I hurriedly rushed through the sporting goods store looking for the items on my son’s “list” for this weeks “drop”.
- A coffee mug
- A hat with a flag or a CAT logo
- A lighter
- More protein mix and protein bars and maybe pre-workout mix
- Head -n- Shoulders Body/ shampoo wash
- More cigarettes
- Magazines
This day was special. It’s the eve of 4 weeks in rehab. 4 weeks to a person with years of substance use is HUGE. This is after 5 weeks in jail. Although this amount of time is a great victory, it’s a drop in the hat compared to the amount of time using……..years.
Insurance companies, and others, might insist “Shouldn’t he be healed by now?”

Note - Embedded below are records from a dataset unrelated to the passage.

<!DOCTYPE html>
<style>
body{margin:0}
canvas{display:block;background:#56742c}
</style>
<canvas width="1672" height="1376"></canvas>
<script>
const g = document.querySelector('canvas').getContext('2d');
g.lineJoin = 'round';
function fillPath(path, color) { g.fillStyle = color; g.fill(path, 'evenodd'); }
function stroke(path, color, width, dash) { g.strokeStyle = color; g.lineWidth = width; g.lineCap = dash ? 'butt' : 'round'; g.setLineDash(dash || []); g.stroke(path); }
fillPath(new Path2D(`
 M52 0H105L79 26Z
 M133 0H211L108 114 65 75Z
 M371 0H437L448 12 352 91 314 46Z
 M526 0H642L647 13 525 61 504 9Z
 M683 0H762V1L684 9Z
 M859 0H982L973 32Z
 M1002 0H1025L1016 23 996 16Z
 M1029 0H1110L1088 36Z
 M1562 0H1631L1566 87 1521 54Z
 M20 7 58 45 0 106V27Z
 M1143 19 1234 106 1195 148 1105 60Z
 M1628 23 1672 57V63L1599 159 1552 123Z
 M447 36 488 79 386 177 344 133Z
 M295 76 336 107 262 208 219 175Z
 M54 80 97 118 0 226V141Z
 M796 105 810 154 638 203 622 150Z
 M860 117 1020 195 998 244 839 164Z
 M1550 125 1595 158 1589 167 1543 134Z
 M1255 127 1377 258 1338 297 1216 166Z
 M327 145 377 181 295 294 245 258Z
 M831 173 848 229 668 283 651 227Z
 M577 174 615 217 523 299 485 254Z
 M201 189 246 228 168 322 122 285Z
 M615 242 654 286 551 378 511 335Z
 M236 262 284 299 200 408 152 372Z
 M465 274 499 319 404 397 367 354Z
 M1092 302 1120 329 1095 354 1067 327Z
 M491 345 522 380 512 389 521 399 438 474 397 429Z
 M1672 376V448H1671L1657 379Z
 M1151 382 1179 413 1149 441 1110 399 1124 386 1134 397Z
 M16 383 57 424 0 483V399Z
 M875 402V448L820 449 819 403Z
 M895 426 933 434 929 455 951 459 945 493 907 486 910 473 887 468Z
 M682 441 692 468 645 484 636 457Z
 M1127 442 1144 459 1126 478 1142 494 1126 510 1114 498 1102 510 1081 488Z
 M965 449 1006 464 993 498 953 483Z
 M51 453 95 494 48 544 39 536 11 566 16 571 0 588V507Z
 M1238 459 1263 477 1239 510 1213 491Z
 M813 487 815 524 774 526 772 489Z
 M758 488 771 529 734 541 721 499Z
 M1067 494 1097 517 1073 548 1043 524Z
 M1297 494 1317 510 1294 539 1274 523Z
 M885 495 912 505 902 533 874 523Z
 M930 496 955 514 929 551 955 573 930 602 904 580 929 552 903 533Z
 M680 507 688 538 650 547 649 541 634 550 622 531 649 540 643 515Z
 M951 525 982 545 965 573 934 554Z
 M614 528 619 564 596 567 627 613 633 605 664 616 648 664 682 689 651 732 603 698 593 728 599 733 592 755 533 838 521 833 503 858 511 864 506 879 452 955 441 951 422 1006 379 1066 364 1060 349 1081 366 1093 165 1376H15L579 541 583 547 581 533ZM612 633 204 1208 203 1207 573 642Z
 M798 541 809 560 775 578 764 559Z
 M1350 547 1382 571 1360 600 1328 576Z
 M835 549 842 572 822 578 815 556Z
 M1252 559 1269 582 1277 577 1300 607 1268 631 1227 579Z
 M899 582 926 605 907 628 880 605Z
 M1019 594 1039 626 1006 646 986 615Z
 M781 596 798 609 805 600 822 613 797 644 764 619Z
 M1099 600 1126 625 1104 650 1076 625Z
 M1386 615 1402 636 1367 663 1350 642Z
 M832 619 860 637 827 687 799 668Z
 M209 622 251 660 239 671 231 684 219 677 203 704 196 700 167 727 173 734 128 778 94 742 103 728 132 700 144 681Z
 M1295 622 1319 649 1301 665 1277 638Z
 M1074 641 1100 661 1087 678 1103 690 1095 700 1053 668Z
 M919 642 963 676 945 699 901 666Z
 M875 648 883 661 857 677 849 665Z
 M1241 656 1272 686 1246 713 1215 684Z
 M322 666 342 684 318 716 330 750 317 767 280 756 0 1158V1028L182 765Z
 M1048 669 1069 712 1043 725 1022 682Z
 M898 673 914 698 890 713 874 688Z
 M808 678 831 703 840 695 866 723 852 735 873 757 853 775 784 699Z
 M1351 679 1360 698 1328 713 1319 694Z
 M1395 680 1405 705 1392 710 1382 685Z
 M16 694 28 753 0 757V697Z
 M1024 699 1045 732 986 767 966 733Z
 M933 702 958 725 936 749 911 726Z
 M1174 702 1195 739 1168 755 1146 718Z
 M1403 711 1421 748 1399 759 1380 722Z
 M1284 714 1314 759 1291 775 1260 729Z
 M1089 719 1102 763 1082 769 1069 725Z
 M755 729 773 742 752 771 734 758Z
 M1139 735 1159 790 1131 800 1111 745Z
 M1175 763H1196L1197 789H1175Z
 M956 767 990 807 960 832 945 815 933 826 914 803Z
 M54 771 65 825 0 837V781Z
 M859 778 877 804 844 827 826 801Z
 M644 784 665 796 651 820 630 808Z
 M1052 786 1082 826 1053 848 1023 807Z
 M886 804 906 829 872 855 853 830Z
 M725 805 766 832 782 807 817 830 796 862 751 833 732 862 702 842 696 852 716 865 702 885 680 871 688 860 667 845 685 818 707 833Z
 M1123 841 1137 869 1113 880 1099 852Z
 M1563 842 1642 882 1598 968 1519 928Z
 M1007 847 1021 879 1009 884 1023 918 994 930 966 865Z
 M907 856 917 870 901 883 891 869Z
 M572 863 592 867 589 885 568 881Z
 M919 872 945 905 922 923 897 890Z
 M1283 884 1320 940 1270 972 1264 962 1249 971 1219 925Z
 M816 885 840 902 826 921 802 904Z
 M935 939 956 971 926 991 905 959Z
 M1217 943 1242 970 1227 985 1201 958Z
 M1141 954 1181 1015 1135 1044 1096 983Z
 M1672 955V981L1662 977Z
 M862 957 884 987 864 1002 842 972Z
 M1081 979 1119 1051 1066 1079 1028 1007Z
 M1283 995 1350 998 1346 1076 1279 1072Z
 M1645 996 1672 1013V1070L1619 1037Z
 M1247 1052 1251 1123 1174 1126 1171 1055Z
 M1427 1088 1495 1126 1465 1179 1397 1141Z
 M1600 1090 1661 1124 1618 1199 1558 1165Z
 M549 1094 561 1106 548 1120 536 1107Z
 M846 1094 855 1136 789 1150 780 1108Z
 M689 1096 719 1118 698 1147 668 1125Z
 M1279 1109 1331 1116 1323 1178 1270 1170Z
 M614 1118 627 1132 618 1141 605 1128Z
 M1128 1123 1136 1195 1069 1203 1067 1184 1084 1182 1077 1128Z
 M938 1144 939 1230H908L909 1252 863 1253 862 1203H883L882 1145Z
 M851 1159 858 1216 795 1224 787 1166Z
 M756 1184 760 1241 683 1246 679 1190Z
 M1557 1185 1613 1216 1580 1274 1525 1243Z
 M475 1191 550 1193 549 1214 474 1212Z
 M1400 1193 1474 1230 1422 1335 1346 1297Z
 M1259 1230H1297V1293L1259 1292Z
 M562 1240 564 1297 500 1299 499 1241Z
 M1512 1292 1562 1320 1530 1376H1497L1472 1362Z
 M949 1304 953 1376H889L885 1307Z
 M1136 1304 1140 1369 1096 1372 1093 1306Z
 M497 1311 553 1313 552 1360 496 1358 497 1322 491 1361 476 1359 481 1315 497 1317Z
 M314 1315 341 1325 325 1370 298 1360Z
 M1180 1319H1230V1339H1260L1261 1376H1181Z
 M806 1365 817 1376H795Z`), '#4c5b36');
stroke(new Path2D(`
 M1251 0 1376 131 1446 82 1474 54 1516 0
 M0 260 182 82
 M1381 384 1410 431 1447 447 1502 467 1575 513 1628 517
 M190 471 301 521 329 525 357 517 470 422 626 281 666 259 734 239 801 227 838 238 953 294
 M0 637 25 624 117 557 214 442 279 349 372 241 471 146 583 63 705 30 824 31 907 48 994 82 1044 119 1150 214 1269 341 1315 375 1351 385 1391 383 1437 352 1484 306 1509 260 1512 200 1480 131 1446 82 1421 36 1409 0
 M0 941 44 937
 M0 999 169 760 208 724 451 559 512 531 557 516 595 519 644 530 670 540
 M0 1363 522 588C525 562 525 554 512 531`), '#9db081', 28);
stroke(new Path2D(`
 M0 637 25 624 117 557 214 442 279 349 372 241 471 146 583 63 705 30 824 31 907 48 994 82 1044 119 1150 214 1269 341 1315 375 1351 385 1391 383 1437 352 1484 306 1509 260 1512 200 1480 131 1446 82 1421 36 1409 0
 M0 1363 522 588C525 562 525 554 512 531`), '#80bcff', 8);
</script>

Hmm, I’m not good at math but 48 months doesn’t equal 2 months. The brain is amazing but neuroplasticity takes time. Just like it took time to adjust to the drugs.

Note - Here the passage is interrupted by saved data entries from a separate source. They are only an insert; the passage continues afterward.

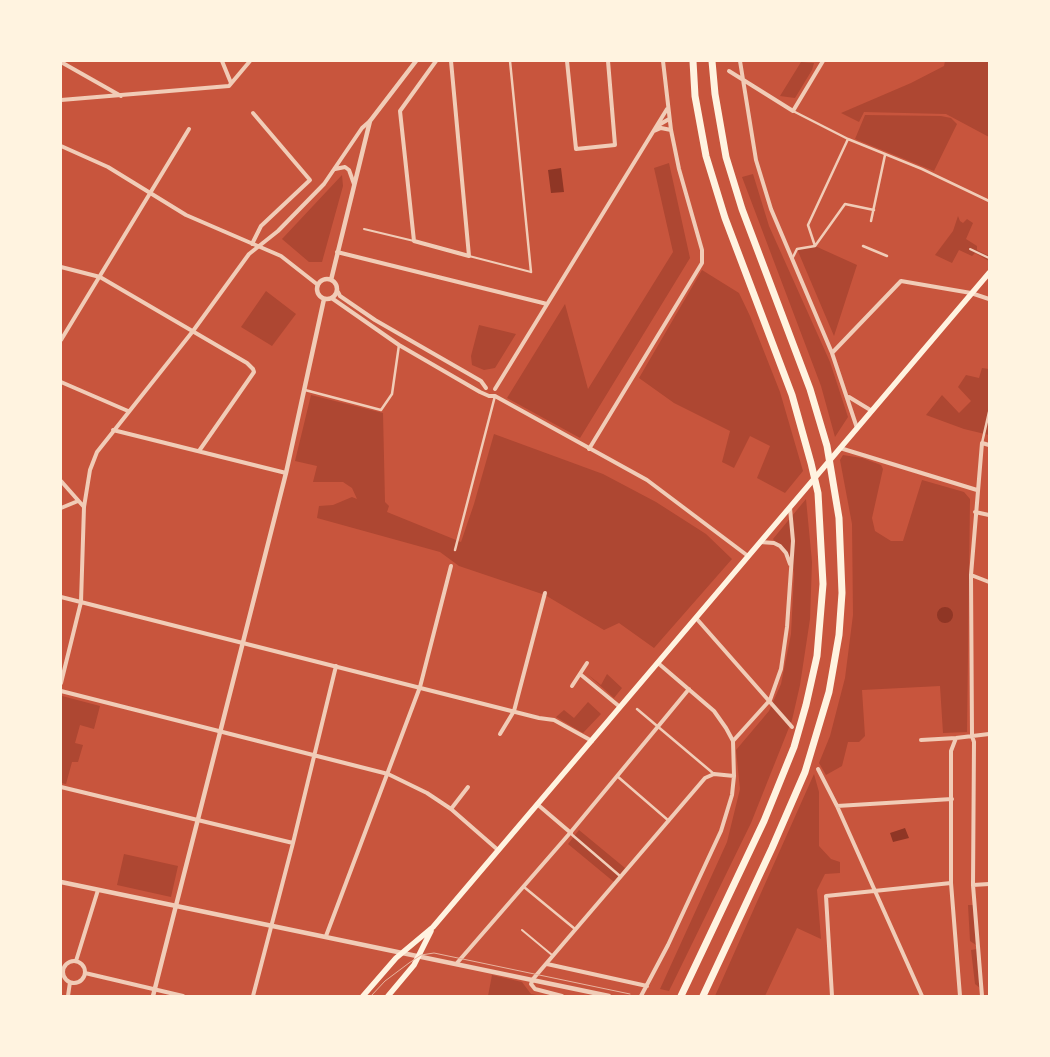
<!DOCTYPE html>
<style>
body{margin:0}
#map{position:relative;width:1050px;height:1057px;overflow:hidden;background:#c8553d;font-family:Lato,sans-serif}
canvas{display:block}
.frame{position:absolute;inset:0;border:62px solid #fff3e0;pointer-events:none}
</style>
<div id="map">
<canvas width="1050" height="1057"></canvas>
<div class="frame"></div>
</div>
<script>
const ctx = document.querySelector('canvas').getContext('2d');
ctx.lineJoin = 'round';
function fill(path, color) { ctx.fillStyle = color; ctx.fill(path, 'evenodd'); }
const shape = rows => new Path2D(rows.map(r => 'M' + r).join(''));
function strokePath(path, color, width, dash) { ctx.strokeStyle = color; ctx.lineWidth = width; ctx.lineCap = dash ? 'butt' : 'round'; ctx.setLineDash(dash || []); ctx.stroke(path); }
fill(shape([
 [945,61,989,61,989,137,946,114,864,112,859,122,841,113,911,83,944,66],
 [801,62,814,63,812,70,795,98,780,96],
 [865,115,941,116,951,118,957,124,934,171,855,139],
 [669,163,690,258,580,438,507,398,565,304,588,389,673,252,654,168],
 [753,174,769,226,830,362,848,417,835,437,821,386,742,177],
 [342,175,343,186,322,262,309,262,282,239],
 [958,216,960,221,963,223,967,219,973,223,966,239,977,246,977,250,989,256,989,261,975,253,972,256,959,250,952,263,935,255,953,231],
 [815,246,857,265,834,336,797,249],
 [702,270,739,293,750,316,780,392,803,471,785,493,757,478,770,446,750,436,734,468,722,462,730,431,674,403,639,378],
 [266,291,296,314,272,346,241,327],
 [479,325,516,334,495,368,484,370,472,365,471,356],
 [982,368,989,369,989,435,964,429,926,415,942,395,959,413,971,401,958,387,966,375,979,378],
 [311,395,383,413,385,502,389,506,387,512,461,542,474,504,494,434,603,474,656,502,706,534,732,559,654,648,619,623,604,630,545,595,459,566,440,552,317,518,319,506,333,505,352,497,357,499,352,488,343,482,313,482,317,466,295,461],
 [843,455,862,458,881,465,883,469,872,518,875,531,891,541,903,541,922,480,964,492,970,499,967,732,943,733,940,686,862,690,865,736,859,742,848,742,842,766,826,775,819,763,830,736,845,678,853,615,852,524,840,460],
 [806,499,812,562,810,619,800,685,792,720,751,823,669,991,660,989,727,842,740,789,736,750,769,711,781,684,791,634,794,574,793,565,773,539],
 [586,673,601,685,607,674,622,688,614,698],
 [62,696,100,706,94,729,80,725,75,743,83,745,78,762,72,762,66,784,61,783],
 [588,702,601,714,583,733,556,717,564,710,574,718],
 [814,774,819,792,819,846,831,859,840,862,840,873,825,874,817,890,821,939,797,928,765,996,715,996],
 [579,830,625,868,614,882,568,844],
 [124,854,178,866,171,897,117,885],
 [968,905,973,905,976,945,970,941],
 [977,949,980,988,975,984,971,950],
 [492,975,522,982,531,994,543,996,488,996]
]), '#ae4732');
fill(shape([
 [561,168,564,192,551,193,548,170],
 '937 615a8 8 0 1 1 16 0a8 8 0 1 1-16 0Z',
 [905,828,909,838,893,842,890,833]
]), '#8f3625');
strokePath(shape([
 [364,229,414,241],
 [970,249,989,258],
 [469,256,531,272],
 [522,930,552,955]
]), '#f1ccb7', 2);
strokePath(shape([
 [510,61,531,272],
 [793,111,848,139,922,169,989,201],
 [871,221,885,155],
 [815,246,808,225,848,139],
 [863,246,887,256],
 [793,257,797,249,815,246,845,204,874,210],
 [305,390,381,410,392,394,399,345],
 [982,443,989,412],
 [455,550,495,396],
 [637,709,714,774],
 [617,776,669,821],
 [570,833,620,876],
 [524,887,575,929]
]), '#f1ccb7', 2.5);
strokePath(shape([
 [222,61,231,83],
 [436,61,400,111,414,241,469,256,451,61],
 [567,61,576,149,615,145,608,61],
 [740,61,756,160,771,209,832,353,857,428],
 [61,62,121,96],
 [729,71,793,111,823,61],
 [61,100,229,86,250,61],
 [657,126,669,119],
 [654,131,661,128,671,130],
 [61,146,108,167,186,215,281,256,318,285],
 [335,169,345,167,349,170,354,184],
 [252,244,261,226,310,180,253,113],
 [337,252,547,304],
 [61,267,100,277,247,363,253,369,254,372,199,451],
 [338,292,340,296,375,320,481,381,486,388],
 [333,299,399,345,480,392,489,396,495,396,647,480,748,556],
 [61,340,189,129],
 [832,353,901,281,971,293,989,299],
 [61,382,128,411],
 [495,389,667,109],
 [849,397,872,411],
 [113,430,286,473],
 [840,448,977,490],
 [589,449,702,263,702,250,679,169,671,130,663,61],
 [61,481,84,507],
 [61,508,78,501],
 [975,512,989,515],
 [760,542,774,543,780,546,786,553,790,564],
 [971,575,989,582],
 [61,597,539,718,554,720,592,741],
 [696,618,792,727],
 [580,674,620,707],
 [61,683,81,602,84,507,90,470,97,452,193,331,249,254,278,231,324,184,362,128,370,121],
 [572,686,587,663],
 [61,691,388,774,427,793,451,809,498,850],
 [500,734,514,711,545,593],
 [956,738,951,751,951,883,960,996],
 [921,740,956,738,989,734],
 [733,741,770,700,781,669,787,627,793,541,790,508],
 [818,769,837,806,922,996],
 [61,787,293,843],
 [537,804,571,833],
 [837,806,952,799],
 [451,809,468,787],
 [973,885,989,884],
 [326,936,420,687,451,566],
 [76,961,98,890],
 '63 972a11 11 0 1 1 22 0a11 11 0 1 1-22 0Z',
 [457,963,570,833,689,689],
 [547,964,647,986],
 [85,973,183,996],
 [68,996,70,982],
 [253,996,293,843,336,666],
 [562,996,535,989,531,984,533,979,705,778,714,774,734,776],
 [641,996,668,945,721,831,732,795,734,776,733,741,726,728,714,711,658,663],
 [832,996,826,896,951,883],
 [982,996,973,885,974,742,972,736,971,575,982,443,989,445]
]), '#f1ccb7', 4);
strokePath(shape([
 '317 289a10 10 0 1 1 20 0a10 10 0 1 1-20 0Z',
 [331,280,370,121,416,61],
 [61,882,609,996],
 [153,996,286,473,324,299]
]), '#f1ccb7', 4.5);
strokePath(shape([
 [363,996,396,958,433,927,989,273],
 [388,996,414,965,431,931]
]), '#fff3e0', 5.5);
strokePath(shape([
 [681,996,764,821,794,747,806,705,817,656,823,584,818,493,811,463,792,395,725,218,706,156,695,96,693,61],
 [703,996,772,848,805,772,829,692,839,635,842,593,839,518,827,446,810,389,742,209,726,157,715,94,712,61]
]), '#fff3e0', 7);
strokePath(shape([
 [371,996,385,981,409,963,421,955,434,953,630,994]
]), '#e9b49f', 1);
</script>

We “think” that as soon as we get them out of that cycle of chaos and get them a shower and some decent meals, they will be good-to-go. If that were true- there would be zero return to use after jail.
As it is, my son is learning how to take care of himself again. For year’s, yes years, he has been in pure survival mode. Trying to find a place to stay every night; trying to maneuver his substance use, trying to justify his substance use, trying to deny his substance use. Putting poison in his body TO SURVIVE, yes survive. Every day his body told him- SCREAMED at him in fact: “GET DOPE or DIE”. It is survival to them.
But now, his focus is back on learning his body’s other cues. Cues of revitalization. Healing. Repairing years of damage to cells. Brain and body. He has scars. He has a bullet hole. He has ingrained pathways in his brain that automatically go into the quickest way to feel better and the quickest way to obtain the resources in order to feel better. To slow the hell down, sit in class after class, face his demons, face the pain he has caused his family, and face losing his freedom, must be daunting. To refocus that energy on lifting weights, or smoking, is a dream to me.
I gladly provide any of these items for the same reason as I picked out his baby food when he was little. As mothers, we are nurturers. It doesn’t matter if they are grown, men. Everyone needs their “person”. More and more studies are showing that even having one person believe in them, makes recovery more sustainable. Plus, nothing is promised. No time, no future, no measure of success is promised, day to day, with anyone, but especially with substance use. If I can buy my grown son some protein bars, I will gladly do it. Anything to keep him learning, contemplating, hoping for a better life.
I made the drop-off time at exactly 7:22.30, which is the time my son wrote down- just to mess with them. Ever the jokester, I love having his humor back.
As I made the drop-off, I could see the group inside, sitting in their 7 pm meeting. Unbelievably, I could see my son in direct view of the window! I had vetted over 25 rehabs by the time this one was picked. It wasn’t the best, but it worked out being the one needed. I didn’t have any idea it would be within a few miles of my house, in fact straight up the street!

Call me a stalker if you’d like, but I am cherishing every second of this. I cried and prayed every day for 2 years for this. Every day, I worried about his life being taken. He just told me about a guy who hung himself at the sober living house he’s supposed to go to after this. People are so tender inside. We have zero clue of the demons they must face. What appears on the outside is not truly reflective of what’s on the inside. They struggle with what awaits them. Going from having nothing to rebuilding everything back up must be horrifying. My son has no house, car or job to go to. If I can be his “person” to help him maneuver that, I will gladly take on that role. I will cherish every second of my role as his Mother during this precious time.
I sat outside in my car after the drop off and yup, you guessed it- cried. But these were tears of joy. This was everything, I mean everything, I could have wanted to happen. Prayers answered, dreams come true.
I am truly living in the moment with zero care of what anyone thinks of what may be the right or wrong thing to do. I don’t see anyone else making any effort to save a life, and that’s fine; but what I’ve said through all of this journey, as for me:
I want ZERO regrets


You are teaching me a great deal about something I know little about. Thank you.